> **What you will do**
Only one stretch of the data below is wanted: the lines starting at the one with "12V9h3v3zM5 12V6h3v6zM10 12V3h3v9zM15" and ending at the one with "<!-- street -->", both included, given again exactly.

★ ★ ★ ★ ★ ★ ★

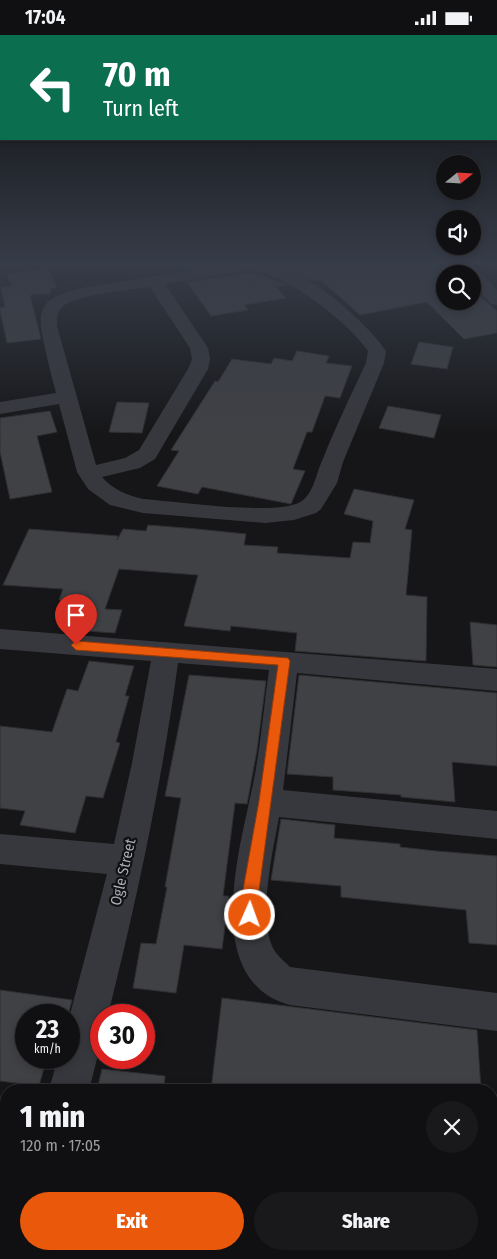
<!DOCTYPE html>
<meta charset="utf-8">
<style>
body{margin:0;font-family:"Fira Sans Condensed",sans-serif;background:#19191b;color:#f1f3f6;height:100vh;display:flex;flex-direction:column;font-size:19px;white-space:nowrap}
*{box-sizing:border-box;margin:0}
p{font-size:16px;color:#9c9d9f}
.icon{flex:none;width:28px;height:28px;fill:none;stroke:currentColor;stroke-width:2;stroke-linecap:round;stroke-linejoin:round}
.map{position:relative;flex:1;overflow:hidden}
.side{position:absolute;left:0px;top:1049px;width:498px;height:176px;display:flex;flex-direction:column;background:#101012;border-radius:20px 20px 0 0;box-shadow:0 2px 8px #0003,0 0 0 1px #303032}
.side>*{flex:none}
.guide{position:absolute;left:0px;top:0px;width:498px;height:105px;box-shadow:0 2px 8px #0003,0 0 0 1px #303032;background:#0b6e4f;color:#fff;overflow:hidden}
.needle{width:32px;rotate:72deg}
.fabs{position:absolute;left:436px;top:120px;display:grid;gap:10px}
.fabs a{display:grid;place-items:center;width:45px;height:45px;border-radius:50%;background:#101012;box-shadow:0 2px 8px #0003,0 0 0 1px #303032;font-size:25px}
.speed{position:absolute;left:15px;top:969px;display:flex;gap:10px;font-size:25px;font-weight:700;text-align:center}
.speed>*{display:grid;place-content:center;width:65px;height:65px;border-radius:50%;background:#101012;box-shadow:0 2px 8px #0003,0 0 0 1px #303032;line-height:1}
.speed small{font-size:12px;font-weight:400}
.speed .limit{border:8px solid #d22;background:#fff;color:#111}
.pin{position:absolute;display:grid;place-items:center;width:42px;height:42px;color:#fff;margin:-51px -21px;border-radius:50% 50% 50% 0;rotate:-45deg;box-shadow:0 0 5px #0007}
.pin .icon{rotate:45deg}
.me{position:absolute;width:55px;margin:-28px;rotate:2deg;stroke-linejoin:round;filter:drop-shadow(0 0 4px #0008)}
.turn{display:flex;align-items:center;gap:18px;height:105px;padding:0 20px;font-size:22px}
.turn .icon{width:65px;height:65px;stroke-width:2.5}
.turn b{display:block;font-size:35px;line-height:42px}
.round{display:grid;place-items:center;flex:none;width:52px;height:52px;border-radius:26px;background:#19191b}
.overview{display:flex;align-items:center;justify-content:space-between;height:85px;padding:0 20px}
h1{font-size:30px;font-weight:800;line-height:38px}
.cta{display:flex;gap:10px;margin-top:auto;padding:10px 20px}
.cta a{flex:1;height:58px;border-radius:30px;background:#ea580c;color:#fff;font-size:20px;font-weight:800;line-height:58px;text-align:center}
.cta a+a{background:#19191b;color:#f1f3f6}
.status{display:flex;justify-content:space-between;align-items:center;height:35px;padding:0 25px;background:#101012;direction:ltr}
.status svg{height:14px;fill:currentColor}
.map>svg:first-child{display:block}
.building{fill:#404145;stroke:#303034}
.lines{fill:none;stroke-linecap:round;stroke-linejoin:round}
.street{fill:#37383d;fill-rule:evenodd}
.route{fill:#ea580c;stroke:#983908}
.labels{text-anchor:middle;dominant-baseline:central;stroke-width:4.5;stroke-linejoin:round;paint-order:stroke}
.near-street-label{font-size:15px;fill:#a8adb8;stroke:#111113}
</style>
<div class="status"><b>17:04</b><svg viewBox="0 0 49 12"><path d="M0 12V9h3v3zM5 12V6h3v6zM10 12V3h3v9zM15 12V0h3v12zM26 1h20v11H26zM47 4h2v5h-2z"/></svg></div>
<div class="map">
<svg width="497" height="1224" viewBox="0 0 497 1224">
<rect width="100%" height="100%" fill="#161618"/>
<!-- building -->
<path class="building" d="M173,229h46l-41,6z
M279,229h170l11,10h-15v27h27v-12l25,22v22l-33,6 -37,-37 -67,13 -39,-35 -8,1z
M48,233l9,19 -7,2 1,4 -21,2 11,44 -34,4 -7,-33v-2l5,-1 -4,-20 10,-1 -4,-12z
M247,238l14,2 25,10 -10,2 10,11 -42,7 4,5 -37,6 -24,-34z
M419,307l34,5 -6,22 -36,-5z
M297,316l32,5 -3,7 26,3 -12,32 -15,-2 -13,36h-5l-14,37 12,2 -14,33 -89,-17 -4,7 -41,-8 22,-35 -8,-1 44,-69 3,1 14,-23 39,5 3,-6 18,3z
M117,367l32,1 -7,30 -33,-1z
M388,371l53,9 -7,23 -55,-10z
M50,376l7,21 -20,4 15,56 -42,7 -10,-47v-34z
M354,454l60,11 -9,29 7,1 -6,65 21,2 -1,64 -131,-10 2,-18 -66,-7 -1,5 -46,-5 14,-51 -79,-6 -14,40 17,1 -7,23 -43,-3 10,-28 -23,-2 4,-11 -60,-4 26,-56 89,7 -1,4 6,-11 23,2 2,-6 49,4 49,5 -2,11 34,2 -1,6 73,5 3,-16 17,1 3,-22 -29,-7z
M470,587l27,3v42l-24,-2z
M89,626l45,5 -9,30h4l-13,46 4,1 -17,55 -17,-2 -11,37 -55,-8 5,-14 -25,-3v-82l52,6 15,-43 11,2z
M189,640l77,6 -9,69 -10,54 -12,-1 -12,93h6l-7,53 -38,-4 -8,48 -43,-5 8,-45 15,1 11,-57h-2l16,-89 -16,-2z
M299,640l198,18v73l-45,-4 3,40 -54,-5v-2l-68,-5v-13l-46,-3z
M281,784l54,6 -1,13 66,6v3l36,4 61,5v89l-28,-2 -3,-33 -125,-13v-11l-70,-6z
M0,955l72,10 -4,15h-42v42h21l-8,29 -39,-5z
M222,963l255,32 4,60h-270z
M102,1034l63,7 -1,14h-67z"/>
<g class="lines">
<!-- street -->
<path class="street" d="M230,229c14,0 30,-2 43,0 34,7 94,58 113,87l-2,12 -41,99 -6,21 -16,26 -5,4 -22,7 -29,3 -122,-10 -33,-8 -22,-16 -11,-17 -18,-68 -59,10v-12l56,-9c-4,-15 -8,-30 -11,-45 -10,-40 -4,-50 36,-60zM247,236c35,-2 102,52 121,80l-2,12c-15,32 -31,65 -44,98 -6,13 -8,31 -20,40 -21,16 -129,0 -159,-2 -16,-4 -30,-9 -41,-22l38,-9 15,-9 53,-90 2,-10 -2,-11 -43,-64zM150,252l40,61 2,11 -4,10 -49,81 -14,8 -29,7 -39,-139c0,-7 0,-14 5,-19 14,-13 68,-17 88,-20z
M455,229h17l25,26v15l-6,-1 -19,-20v-10h-9z
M0,594l497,40v22l-200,-18 -14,117 214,21v28l-218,-22c-6,34 -22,102 -5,133 4,6 11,12 16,17l207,26v38l-207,-26c-86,-23 -53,-146 -40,-207 10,-42 13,-86 19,-128l-91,-7c-16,119 -41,236 -70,352h-7v28l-12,47h-40l9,-33h11v-39l38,-144 -107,-10v-30l114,10 18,-81 19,-102 -151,-12z
M0,1122l6,1v44l-6,-1z
M6,1207v12h41l-1,5h-46z"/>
</g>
<!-- sky -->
<linearGradient id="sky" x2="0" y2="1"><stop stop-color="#0c0c0d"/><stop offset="0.57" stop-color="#363c48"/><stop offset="1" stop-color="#363c48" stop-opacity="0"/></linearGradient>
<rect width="497" height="400" fill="url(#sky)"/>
<!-- route -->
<path class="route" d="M76,606l212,17 2,3 -35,259 -5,2 -5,-2 -4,-19 18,-100 19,-136 -202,-15 -5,-5z"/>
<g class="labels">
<!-- near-street labels -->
<g class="near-street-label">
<text transform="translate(123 837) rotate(-77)">Ogle Street</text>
</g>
</g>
</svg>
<div class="fabs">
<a><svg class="needle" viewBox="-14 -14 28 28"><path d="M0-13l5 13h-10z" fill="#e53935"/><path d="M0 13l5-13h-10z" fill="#9c9d9f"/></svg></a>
<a><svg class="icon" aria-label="sound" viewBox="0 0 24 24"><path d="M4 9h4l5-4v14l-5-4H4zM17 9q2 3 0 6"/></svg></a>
<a><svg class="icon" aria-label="search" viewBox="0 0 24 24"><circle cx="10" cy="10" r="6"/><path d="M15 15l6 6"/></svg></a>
</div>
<div class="speed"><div>23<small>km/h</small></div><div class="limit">30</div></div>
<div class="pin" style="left:76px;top:610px;background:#d93025"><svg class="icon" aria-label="arrive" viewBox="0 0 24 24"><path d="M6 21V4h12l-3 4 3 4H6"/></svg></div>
<svg class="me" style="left:250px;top:880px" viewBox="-20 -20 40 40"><circle r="17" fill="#ea580c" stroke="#fff" stroke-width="3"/><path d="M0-11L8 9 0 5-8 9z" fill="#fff"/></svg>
<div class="guide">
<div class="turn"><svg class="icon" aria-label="left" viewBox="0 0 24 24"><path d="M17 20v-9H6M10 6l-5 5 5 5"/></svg><div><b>70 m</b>Turn left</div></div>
</div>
<section class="side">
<div class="overview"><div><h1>1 min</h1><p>120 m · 17:05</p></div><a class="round"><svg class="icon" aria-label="close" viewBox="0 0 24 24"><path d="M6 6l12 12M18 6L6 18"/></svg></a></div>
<div class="cta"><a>Exit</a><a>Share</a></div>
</section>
</div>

★ ★ ★ ★ ★ ★ ★

> **Completed exercise**
<div class="status"><b>17:04</b><svg viewBox="0 0 49 12"><path d="M0 12V9h3v3zM5 12V6h3v6zM10 12V3h3v9zM15 12V0h3v12zM26 1h20v11H26zM47 4h2v5h-2z"/></svg></div>
<div class="map">
<svg width="497" height="1224" viewBox="0 0 497 1224">
<rect width="100%" height="100%" fill="#161618"/>
<!-- building -->
<path class="building" d="M173,229h46l-41,6z
M279,229h170l11,10h-15v27h27v-12l25,22v22l-33,6 -37,-37 -67,13 -39,-35 -8,1z
M48,233l9,19 -7,2 1,4 -21,2 11,44 -34,4 -7,-33v-2l5,-1 -4,-20 10,-1 -4,-12z
M247,238l14,2 25,10 -10,2 10,11 -42,7 4,5 -37,6 -24,-34z
M419,307l34,5 -6,22 -36,-5z
M297,316l32,5 -3,7 26,3 -12,32 -15,-2 -13,36h-5l-14,37 12,2 -14,33 -89,-17 -4,7 -41,-8 22,-35 -8,-1 44,-69 3,1 14,-23 39,5 3,-6 18,3z
M117,367l32,1 -7,30 -33,-1z
M388,371l53,9 -7,23 -55,-10z
M50,376l7,21 -20,4 15,56 -42,7 -10,-47v-34z
M354,454l60,11 -9,29 7,1 -6,65 21,2 -1,64 -131,-10 2,-18 -66,-7 -1,5 -46,-5 14,-51 -79,-6 -14,40 17,1 -7,23 -43,-3 10,-28 -23,-2 4,-11 -60,-4 26,-56 89,7 -1,4 6,-11 23,2 2,-6 49,4 49,5 -2,11 34,2 -1,6 73,5 3,-16 17,1 3,-22 -29,-7z
M470,587l27,3v42l-24,-2z
M89,626l45,5 -9,30h4l-13,46 4,1 -17,55 -17,-2 -11,37 -55,-8 5,-14 -25,-3v-82l52,6 15,-43 11,2z
M189,640l77,6 -9,69 -10,54 -12,-1 -12,93h6l-7,53 -38,-4 -8,48 -43,-5 8,-45 15,1 11,-57h-2l16,-89 -16,-2z
M299,640l198,18v73l-45,-4 3,40 -54,-5v-2l-68,-5v-13l-46,-3z
M281,784l54,6 -1,13 66,6v3l36,4 61,5v89l-28,-2 -3,-33 -125,-13v-11l-70,-6z
M0,955l72,10 -4,15h-42v42h21l-8,29 -39,-5z
M222,963l255,32 4,60h-270z
M102,1034l63,7 -1,14h-67z"/>
<g class="lines">
<!-- street -->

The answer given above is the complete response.